> [Exercise instructions]
Show every line of the records below that contains the word "DRIVE".

***** Provided material *****

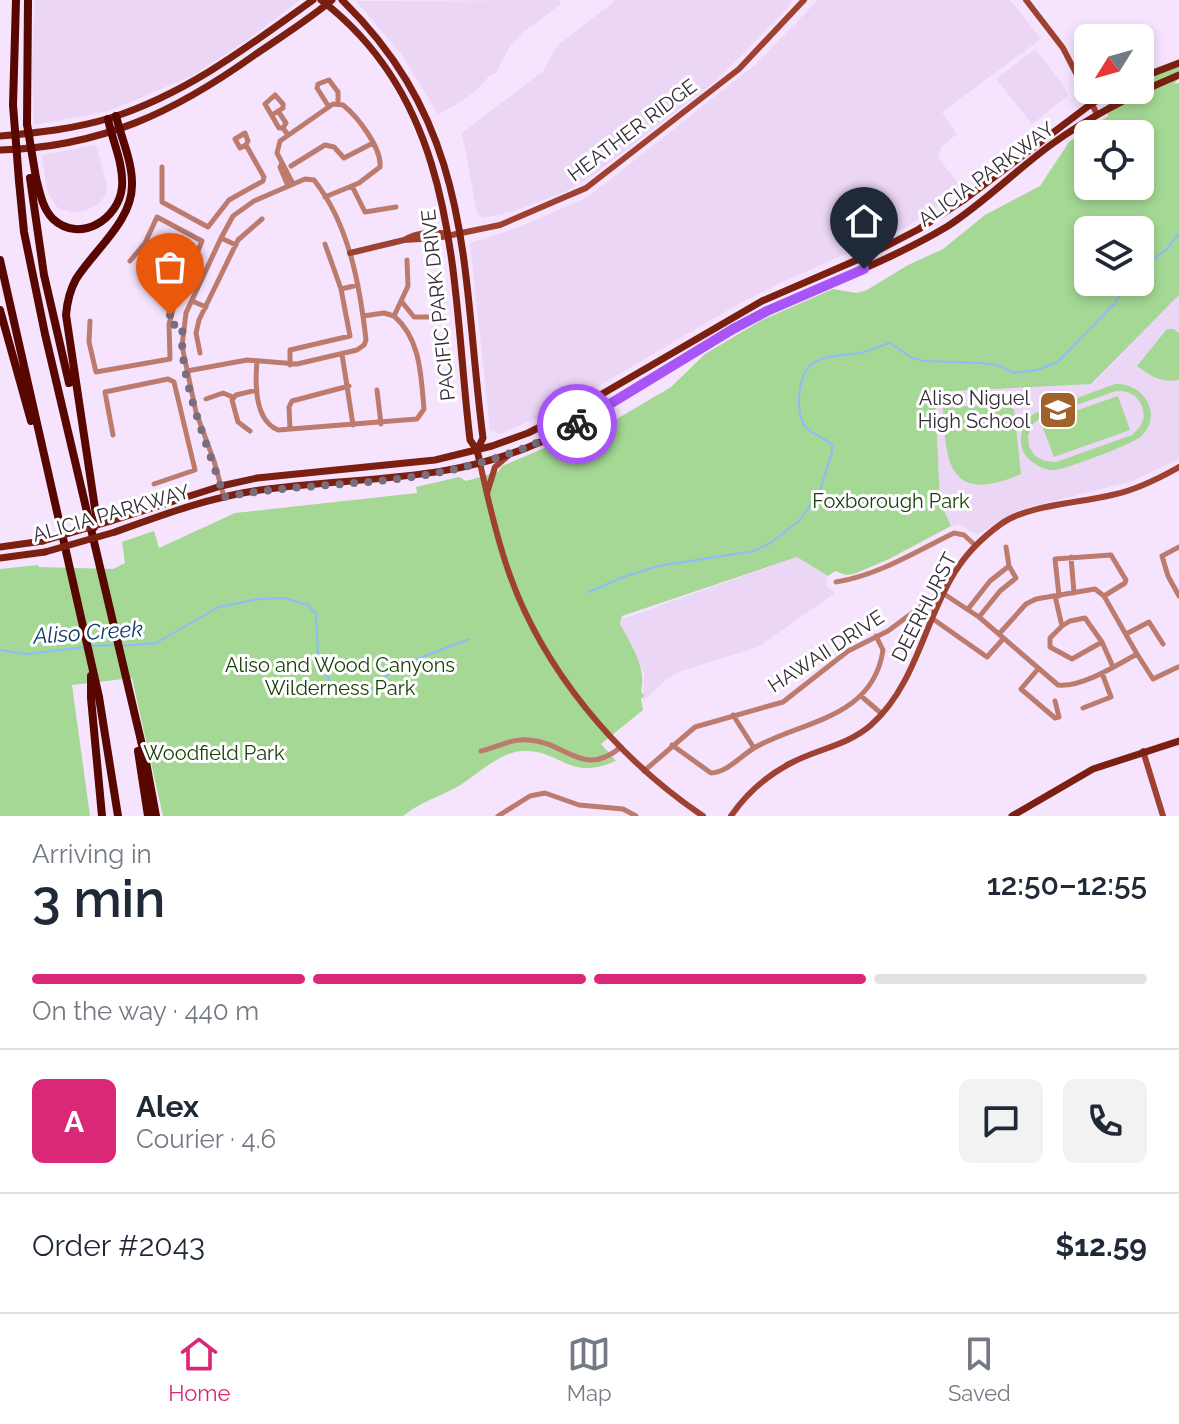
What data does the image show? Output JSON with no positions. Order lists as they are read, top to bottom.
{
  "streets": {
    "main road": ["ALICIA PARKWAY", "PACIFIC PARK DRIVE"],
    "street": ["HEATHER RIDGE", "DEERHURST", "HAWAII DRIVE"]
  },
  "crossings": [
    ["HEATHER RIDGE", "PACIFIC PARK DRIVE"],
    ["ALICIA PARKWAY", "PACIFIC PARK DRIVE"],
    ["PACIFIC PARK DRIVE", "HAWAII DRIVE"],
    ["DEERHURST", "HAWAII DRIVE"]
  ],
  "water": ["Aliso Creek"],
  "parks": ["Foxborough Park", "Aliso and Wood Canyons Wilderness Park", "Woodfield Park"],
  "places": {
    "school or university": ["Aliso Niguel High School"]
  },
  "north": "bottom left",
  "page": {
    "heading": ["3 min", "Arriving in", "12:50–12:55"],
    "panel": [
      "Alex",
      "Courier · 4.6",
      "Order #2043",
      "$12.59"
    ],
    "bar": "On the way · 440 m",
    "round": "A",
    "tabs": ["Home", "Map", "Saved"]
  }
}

*****
***** Provided material *****

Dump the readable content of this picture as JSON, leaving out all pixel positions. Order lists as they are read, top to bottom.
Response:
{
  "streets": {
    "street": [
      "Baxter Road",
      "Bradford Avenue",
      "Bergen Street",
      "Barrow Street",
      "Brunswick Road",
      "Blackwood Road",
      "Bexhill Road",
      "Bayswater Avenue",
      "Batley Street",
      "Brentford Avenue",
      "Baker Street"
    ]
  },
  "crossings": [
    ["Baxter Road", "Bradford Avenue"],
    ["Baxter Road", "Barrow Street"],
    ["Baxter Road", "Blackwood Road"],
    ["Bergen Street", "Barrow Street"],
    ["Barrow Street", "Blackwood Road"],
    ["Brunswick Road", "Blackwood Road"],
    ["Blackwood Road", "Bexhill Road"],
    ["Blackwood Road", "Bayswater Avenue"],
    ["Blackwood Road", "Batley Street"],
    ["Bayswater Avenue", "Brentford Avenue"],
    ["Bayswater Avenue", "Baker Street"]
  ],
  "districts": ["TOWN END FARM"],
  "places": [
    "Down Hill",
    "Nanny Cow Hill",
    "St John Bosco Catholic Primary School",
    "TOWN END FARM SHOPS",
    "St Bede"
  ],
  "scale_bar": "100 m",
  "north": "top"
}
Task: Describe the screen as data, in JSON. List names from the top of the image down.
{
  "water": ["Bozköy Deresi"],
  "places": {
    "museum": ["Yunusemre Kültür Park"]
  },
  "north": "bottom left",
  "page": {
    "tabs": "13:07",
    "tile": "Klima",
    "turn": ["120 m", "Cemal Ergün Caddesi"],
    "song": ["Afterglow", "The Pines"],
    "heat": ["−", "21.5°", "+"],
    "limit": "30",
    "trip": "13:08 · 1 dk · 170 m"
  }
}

*****

> [Task solution]
    "main road": ["ALICIA PARKWAY", "PACIFIC PARK DRIVE"],
    "street": ["HEATHER RIDGE", "DEERHURST", "HAWAII DRIVE"]
    ["HEATHER RIDGE", "PACIFIC PARK DRIVE"],
    ["ALICIA PARKWAY", "PACIFIC PARK DRIVE"],
    ["PACIFIC PARK DRIVE", "HAWAII DRIVE"],
    ["DEERHURST", "HAWAII DRIVE"]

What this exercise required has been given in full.